Reprenons notre voyage au pays du design, pays peuplé d’individus chargés de relooker des objets en les vendant à un prix inversement proportionnel à leur praticité.
Observons donc cette curieuse chose :
Non, je ne me suis pas trompé de site : nous ne sommes pas chez Leroy Merlin ou Castorama au rayon des gros matériaux, tendance parpaing de la Dame en noir ! Cette illustration est issue du site Absolument Design. Il s’agit en réalité d’un guéridon en béton. Pourquoi en béton ? Ben parce qu’on utilise un matériau inusuel pour ce type d’objet : on retrouve donc l’un des principaux paramètres du design, la nouveauté, même si elle débouche sur une incongruité frisant la maladie mentale, certes différente de celle de DSK qui lui manie le béton à la tonne.
Outre la nouveauté, le design comporte une autre constante : la destruction d’un aspect pratique ou l’ajout d’un défaut d’ordinaire absent, vu que sa présence constituerait une insulte au bon sens. Ce guéridon appartient à la deuxième catégorie : même s’il est fabriqué en béton « léger », son poids doit être supérieur à celui du guéridon adulte traditionnel et donc certainement peu pratique à manipuler.

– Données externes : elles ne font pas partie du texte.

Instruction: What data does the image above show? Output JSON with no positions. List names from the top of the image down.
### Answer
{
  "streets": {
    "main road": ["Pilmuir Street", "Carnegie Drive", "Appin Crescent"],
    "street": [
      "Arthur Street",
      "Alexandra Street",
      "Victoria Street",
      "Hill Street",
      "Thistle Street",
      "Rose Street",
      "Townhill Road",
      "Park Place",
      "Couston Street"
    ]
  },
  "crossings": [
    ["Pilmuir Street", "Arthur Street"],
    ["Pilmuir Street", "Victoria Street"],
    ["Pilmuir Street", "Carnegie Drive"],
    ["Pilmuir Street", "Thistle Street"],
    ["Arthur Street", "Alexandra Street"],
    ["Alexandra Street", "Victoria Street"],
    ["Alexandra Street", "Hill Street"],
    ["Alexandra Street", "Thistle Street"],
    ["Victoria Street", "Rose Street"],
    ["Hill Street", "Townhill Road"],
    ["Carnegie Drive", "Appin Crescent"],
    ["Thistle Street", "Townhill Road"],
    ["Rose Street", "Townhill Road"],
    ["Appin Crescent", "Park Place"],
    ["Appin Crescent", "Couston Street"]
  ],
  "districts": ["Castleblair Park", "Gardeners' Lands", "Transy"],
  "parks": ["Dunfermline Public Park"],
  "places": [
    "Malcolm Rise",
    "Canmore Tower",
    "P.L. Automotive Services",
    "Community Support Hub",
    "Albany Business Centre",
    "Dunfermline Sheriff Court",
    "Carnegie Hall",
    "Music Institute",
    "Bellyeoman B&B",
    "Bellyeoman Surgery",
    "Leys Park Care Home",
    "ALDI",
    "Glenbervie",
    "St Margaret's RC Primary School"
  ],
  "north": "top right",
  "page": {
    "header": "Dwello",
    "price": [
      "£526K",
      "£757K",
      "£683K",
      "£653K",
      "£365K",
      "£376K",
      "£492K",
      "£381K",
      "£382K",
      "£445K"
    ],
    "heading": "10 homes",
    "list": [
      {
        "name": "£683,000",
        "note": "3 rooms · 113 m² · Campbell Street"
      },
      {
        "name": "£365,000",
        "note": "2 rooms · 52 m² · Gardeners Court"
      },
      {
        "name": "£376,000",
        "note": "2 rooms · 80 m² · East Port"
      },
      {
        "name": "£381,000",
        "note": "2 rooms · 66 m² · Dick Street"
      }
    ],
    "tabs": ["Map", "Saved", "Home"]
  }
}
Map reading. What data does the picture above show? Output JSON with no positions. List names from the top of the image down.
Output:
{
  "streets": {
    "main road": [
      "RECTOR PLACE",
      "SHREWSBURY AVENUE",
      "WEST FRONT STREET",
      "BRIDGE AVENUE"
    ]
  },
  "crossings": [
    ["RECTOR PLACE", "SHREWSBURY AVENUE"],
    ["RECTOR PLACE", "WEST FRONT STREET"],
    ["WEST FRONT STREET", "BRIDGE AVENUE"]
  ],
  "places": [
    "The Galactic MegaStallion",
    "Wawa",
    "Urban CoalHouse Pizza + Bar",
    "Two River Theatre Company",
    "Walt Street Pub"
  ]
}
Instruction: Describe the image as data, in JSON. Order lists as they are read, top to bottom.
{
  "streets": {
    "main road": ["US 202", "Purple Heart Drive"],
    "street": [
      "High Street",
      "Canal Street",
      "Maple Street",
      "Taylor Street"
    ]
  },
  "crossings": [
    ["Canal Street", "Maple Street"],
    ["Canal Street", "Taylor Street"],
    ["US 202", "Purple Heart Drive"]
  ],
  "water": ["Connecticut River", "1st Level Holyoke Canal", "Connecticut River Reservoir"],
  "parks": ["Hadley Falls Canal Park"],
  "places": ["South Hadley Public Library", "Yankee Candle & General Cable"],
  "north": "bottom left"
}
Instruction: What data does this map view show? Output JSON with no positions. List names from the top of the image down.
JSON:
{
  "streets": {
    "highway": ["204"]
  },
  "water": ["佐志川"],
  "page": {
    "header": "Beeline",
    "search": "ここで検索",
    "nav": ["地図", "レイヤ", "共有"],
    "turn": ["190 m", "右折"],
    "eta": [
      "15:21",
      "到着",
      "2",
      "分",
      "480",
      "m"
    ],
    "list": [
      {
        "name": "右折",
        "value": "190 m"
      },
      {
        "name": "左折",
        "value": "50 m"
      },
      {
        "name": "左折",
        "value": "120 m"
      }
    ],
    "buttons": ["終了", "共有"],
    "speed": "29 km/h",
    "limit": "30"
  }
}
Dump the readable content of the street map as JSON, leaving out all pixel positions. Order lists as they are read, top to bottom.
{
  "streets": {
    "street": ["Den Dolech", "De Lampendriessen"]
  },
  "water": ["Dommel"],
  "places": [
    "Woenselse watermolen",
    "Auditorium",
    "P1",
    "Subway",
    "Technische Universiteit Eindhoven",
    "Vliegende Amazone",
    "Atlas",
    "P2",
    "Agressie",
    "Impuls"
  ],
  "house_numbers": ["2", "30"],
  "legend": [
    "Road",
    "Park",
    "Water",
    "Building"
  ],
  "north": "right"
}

Quant à la forme et la couleur, tous les égouts sont dans l’âne Arthur. Toutefois, j’ai l’impression que cet objet provient de la vente de garage ayant eu lieu à la suite du décès de M. Adolphe H. le 30 avril 1945 à Berlin. Pour ceux qui suivent cette chronique, rappelons que le style bunker fascine certains architectes. Après le Bauhaus, assisterons-nous à la naissance du Blockhaus ?
Mais laissons le rédacteur du site Absolument Design nous décrire ce meuble :
Des lignes pures, une matière brute, lisse et adoucie, le guéridon AC 101 d'Ascète est un véritable élément de décoration pour intérieurs pointus et résolument contemporains.
C’est quoi « un intérieur pointu et contemporain » ? Mais coco, tu piges rien ! C’est le contraire d’un extérieur arrondi et ancien. Évidemment, vu sous cet angle, je me sens très bête d’avoir posé la question.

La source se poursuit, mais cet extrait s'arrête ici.